* [Task to complete]
Write the records out exactly as they read, but not the pictures.

(Beginning of Dataset)

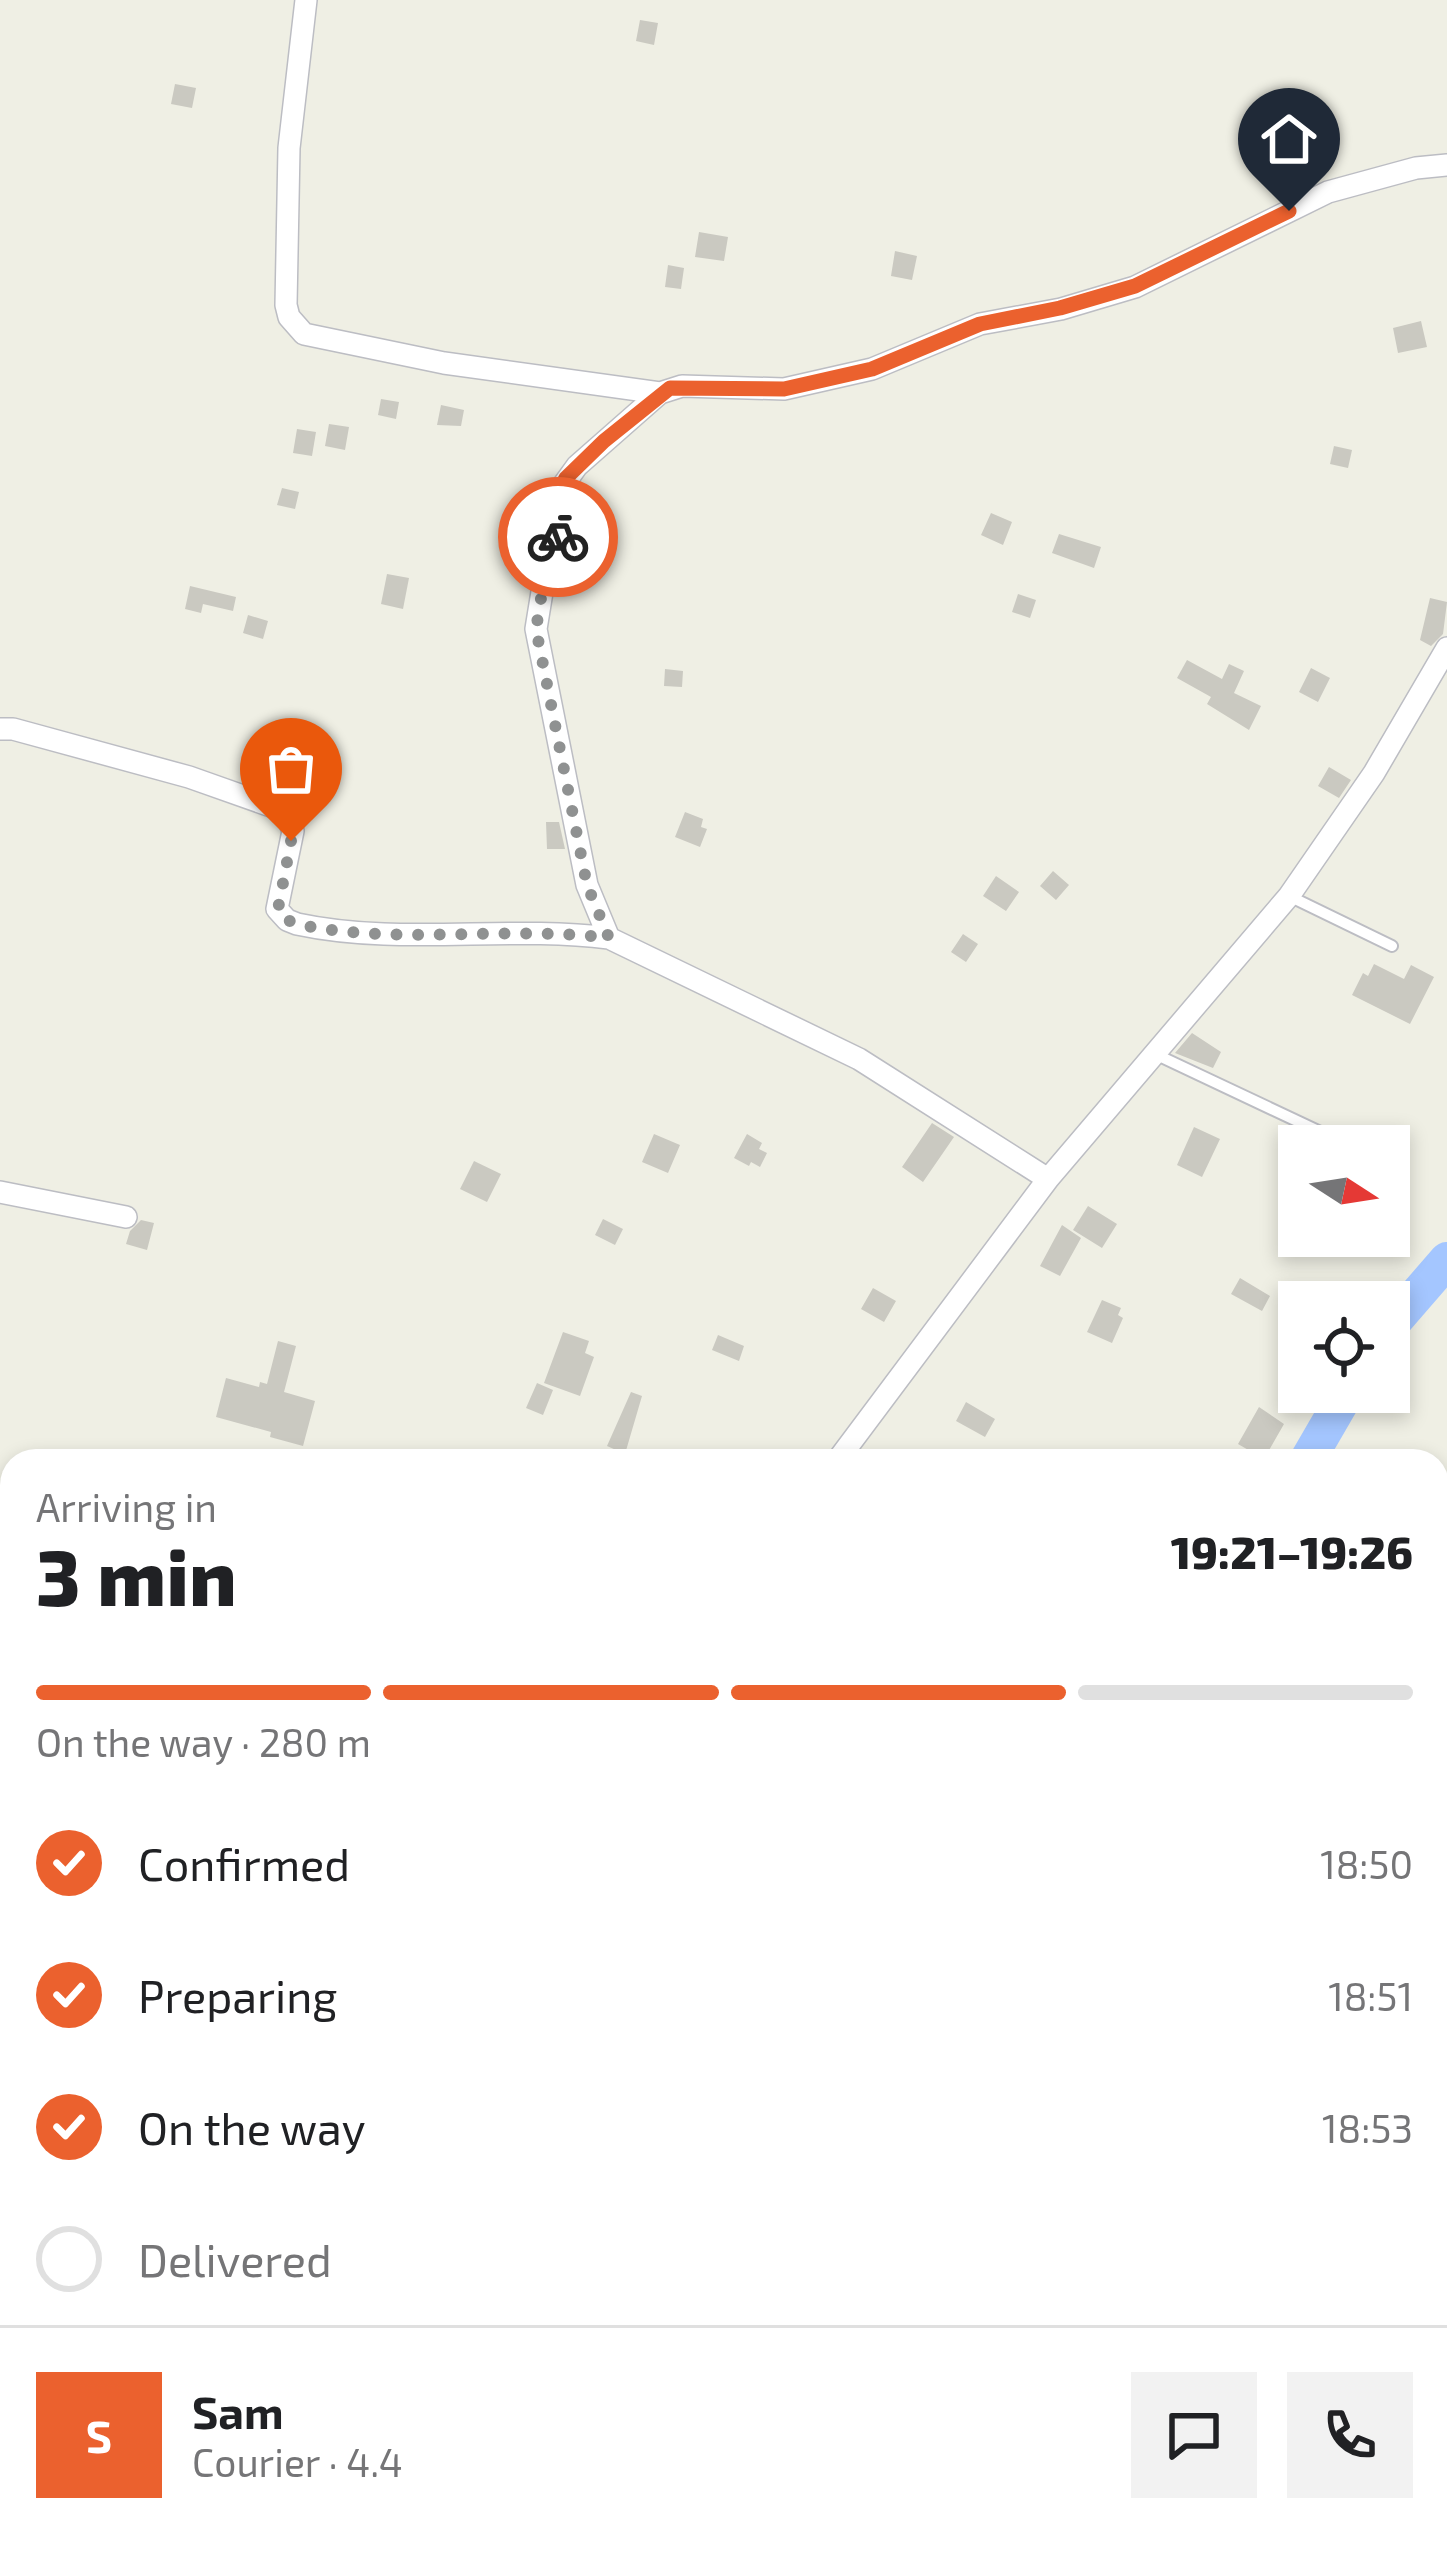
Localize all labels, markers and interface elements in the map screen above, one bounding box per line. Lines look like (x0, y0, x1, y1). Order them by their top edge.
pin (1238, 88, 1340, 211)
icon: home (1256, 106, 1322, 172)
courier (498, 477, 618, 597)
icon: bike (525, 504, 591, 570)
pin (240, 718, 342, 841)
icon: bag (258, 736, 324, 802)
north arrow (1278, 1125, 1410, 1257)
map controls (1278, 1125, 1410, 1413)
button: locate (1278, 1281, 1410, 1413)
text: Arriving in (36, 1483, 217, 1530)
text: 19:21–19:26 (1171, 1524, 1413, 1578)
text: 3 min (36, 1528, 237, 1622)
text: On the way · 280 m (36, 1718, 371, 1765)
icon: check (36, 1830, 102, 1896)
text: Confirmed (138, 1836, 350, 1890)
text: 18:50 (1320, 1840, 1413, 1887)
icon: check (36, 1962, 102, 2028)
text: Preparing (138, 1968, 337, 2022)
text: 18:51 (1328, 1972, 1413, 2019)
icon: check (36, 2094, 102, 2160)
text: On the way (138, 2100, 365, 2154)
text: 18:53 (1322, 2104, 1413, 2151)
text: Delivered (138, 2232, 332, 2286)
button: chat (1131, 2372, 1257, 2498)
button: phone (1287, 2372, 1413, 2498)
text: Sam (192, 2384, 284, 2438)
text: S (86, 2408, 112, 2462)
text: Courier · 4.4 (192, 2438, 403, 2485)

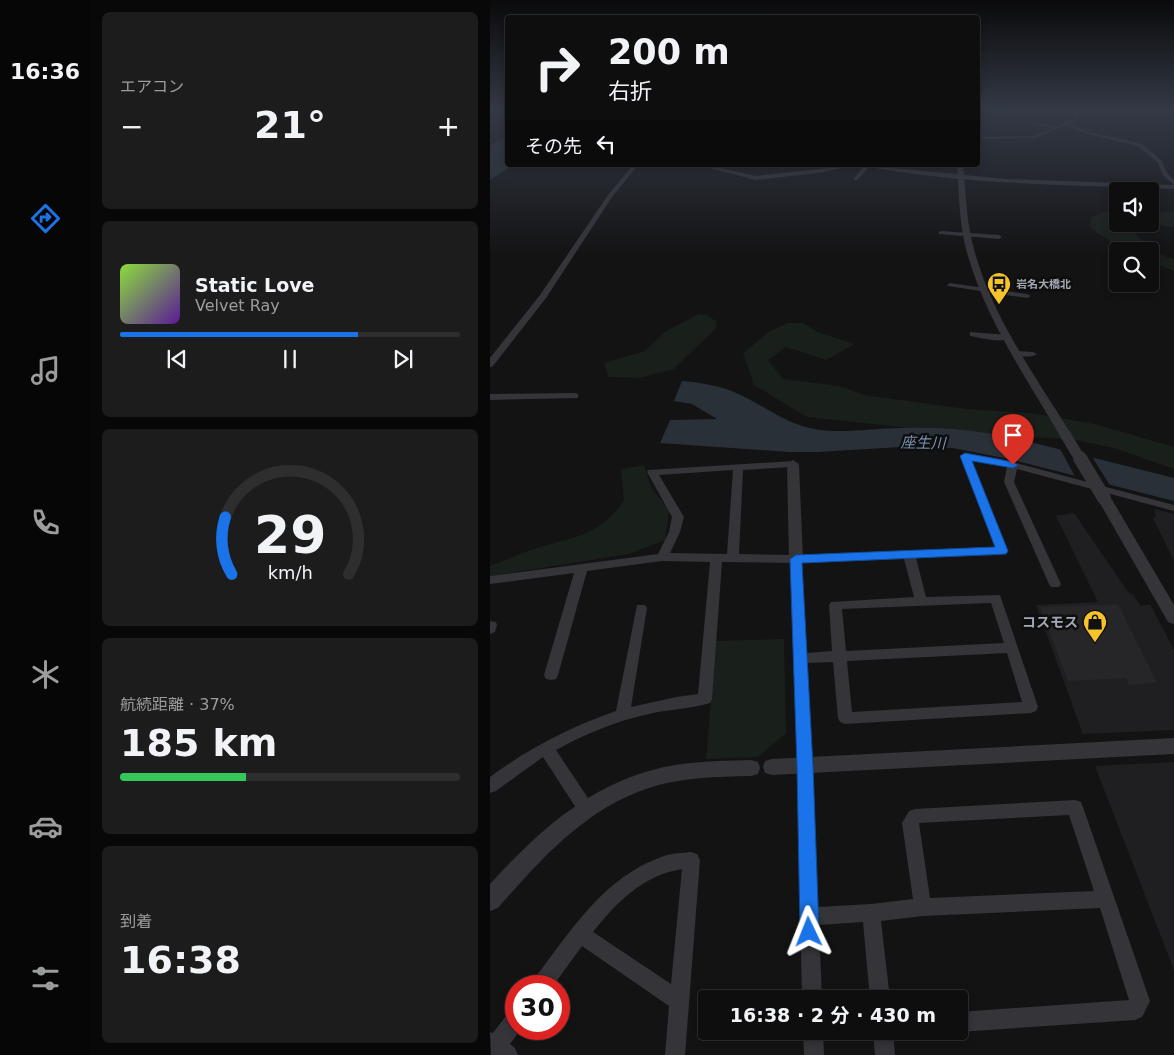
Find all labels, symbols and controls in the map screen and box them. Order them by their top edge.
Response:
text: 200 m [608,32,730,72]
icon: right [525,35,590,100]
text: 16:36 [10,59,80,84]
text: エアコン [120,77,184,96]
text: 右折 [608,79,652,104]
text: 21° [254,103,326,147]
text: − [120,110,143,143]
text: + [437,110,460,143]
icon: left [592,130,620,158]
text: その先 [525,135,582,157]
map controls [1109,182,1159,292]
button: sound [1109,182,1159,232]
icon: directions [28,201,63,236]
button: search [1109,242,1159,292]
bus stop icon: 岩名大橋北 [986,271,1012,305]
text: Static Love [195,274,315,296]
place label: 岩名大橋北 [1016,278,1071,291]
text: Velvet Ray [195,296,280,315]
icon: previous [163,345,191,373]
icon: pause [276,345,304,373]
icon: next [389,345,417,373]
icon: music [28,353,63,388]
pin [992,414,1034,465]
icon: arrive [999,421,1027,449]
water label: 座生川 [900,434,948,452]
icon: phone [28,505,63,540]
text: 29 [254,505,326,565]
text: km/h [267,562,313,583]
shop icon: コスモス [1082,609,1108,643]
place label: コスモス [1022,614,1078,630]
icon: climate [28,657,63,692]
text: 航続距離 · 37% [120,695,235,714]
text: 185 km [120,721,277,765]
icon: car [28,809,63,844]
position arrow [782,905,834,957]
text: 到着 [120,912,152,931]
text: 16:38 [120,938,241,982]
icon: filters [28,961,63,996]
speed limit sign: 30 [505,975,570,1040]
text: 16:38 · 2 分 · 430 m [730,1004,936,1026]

(End of Dataset)

* [Result]
Localize all labels, markers and interface elements in the map screen above, one bounding box per line. Lines look like (x0, y0, x1, y1). Order them by their top edge.
pin (1238, 88, 1340, 211)
icon: home (1256, 106, 1322, 172)
courier (498, 477, 618, 597)
icon: bike (525, 504, 591, 570)
pin (240, 718, 342, 841)
icon: bag (258, 736, 324, 802)
north arrow (1278, 1125, 1410, 1257)
map controls (1278, 1125, 1410, 1413)
button: locate (1278, 1281, 1410, 1413)
text: Arriving in (36, 1483, 217, 1530)
text: 19:21–19:26 (1171, 1524, 1413, 1578)
text: 3 min (36, 1528, 237, 1622)
text: On the way · 280 m (36, 1718, 371, 1765)
icon: check (36, 1830, 102, 1896)
text: Confirmed (138, 1836, 350, 1890)
text: 18:50 (1320, 1840, 1413, 1887)
icon: check (36, 1962, 102, 2028)
text: Preparing (138, 1968, 337, 2022)
text: 18:51 (1328, 1972, 1413, 2019)
icon: check (36, 2094, 102, 2160)
text: On the way (138, 2100, 365, 2154)
text: 18:53 (1322, 2104, 1413, 2151)
text: Delivered (138, 2232, 332, 2286)
button: chat (1131, 2372, 1257, 2498)
button: phone (1287, 2372, 1413, 2498)
text: Sam (192, 2384, 284, 2438)
text: S (86, 2408, 112, 2462)
text: Courier · 4.4 (192, 2438, 403, 2485)

Find all labels, symbols and controls in the map screen and box them. Order them by their top edge.
Response:
text: 200 m [608,32,730,72]
icon: right [525,35,590,100]
text: 16:36 [10,59,80,84]
text: エアコン [120,77,184,96]
text: 右折 [608,79,652,104]
text: 21° [254,103,326,147]
text: − [120,110,143,143]
text: + [437,110,460,143]
icon: left [592,130,620,158]
text: その先 [525,135,582,157]
map controls [1109,182,1159,292]
button: sound [1109,182,1159,232]
icon: directions [28,201,63,236]
button: search [1109,242,1159,292]
bus stop icon: 岩名大橋北 [986,271,1012,305]
text: Static Love [195,274,315,296]
place label: 岩名大橋北 [1016,278,1071,291]
text: Velvet Ray [195,296,280,315]
icon: previous [163,345,191,373]
icon: pause [276,345,304,373]
icon: next [389,345,417,373]
icon: music [28,353,63,388]
pin [992,414,1034,465]
icon: arrive [999,421,1027,449]
water label: 座生川 [900,434,948,452]
icon: phone [28,505,63,540]
text: 29 [254,505,326,565]
text: km/h [267,562,313,583]
shop icon: コスモス [1082,609,1108,643]
place label: コスモス [1022,614,1078,630]
icon: climate [28,657,63,692]
text: 航続距離 · 37% [120,695,235,714]
text: 185 km [120,721,277,765]
icon: car [28,809,63,844]
position arrow [782,905,834,957]
text: 到着 [120,912,152,931]
text: 16:38 [120,938,241,982]
icon: filters [28,961,63,996]
speed limit sign: 30 [505,975,570,1040]
text: 16:38 · 2 分 · 430 m [730,1004,936,1026]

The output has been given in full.